> WHAT TO WORK ON: For this exercise, repeat the records below exactly as written.
--- --- ---
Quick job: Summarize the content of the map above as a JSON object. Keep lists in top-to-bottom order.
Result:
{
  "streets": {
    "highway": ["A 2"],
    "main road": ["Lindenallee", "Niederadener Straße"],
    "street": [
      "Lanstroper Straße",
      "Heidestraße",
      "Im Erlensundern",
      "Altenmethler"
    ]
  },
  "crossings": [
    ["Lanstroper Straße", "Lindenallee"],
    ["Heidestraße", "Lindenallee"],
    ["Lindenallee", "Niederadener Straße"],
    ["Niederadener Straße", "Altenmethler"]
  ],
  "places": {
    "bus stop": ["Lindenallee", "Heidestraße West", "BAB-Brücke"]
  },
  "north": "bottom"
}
--- --- ---
> THE COMPLETED TASK:
Quick job: Summarize the content of the map above as a JSON object. Keep lists in top-to-bottom order.
Result:
{
  "streets": {
    "highway": ["A 2"],
    "main road": ["Lindenallee", "Niederadener Straße"],
    "street": [
      "Lanstroper Straße",
      "Heidestraße",
      "Im Erlensundern",
      "Altenmethler"
    ]
  },
  "crossings": [
    ["Lanstroper Straße", "Lindenallee"],
    ["Heidestraße", "Lindenallee"],
    ["Lindenallee", "Niederadener Straße"],
    ["Niederadener Straße", "Altenmethler"]
  ],
  "places": {
    "bus stop": ["Lindenallee", "Heidestraße West", "BAB-Brücke"]
  },
  "north": "bottom"
}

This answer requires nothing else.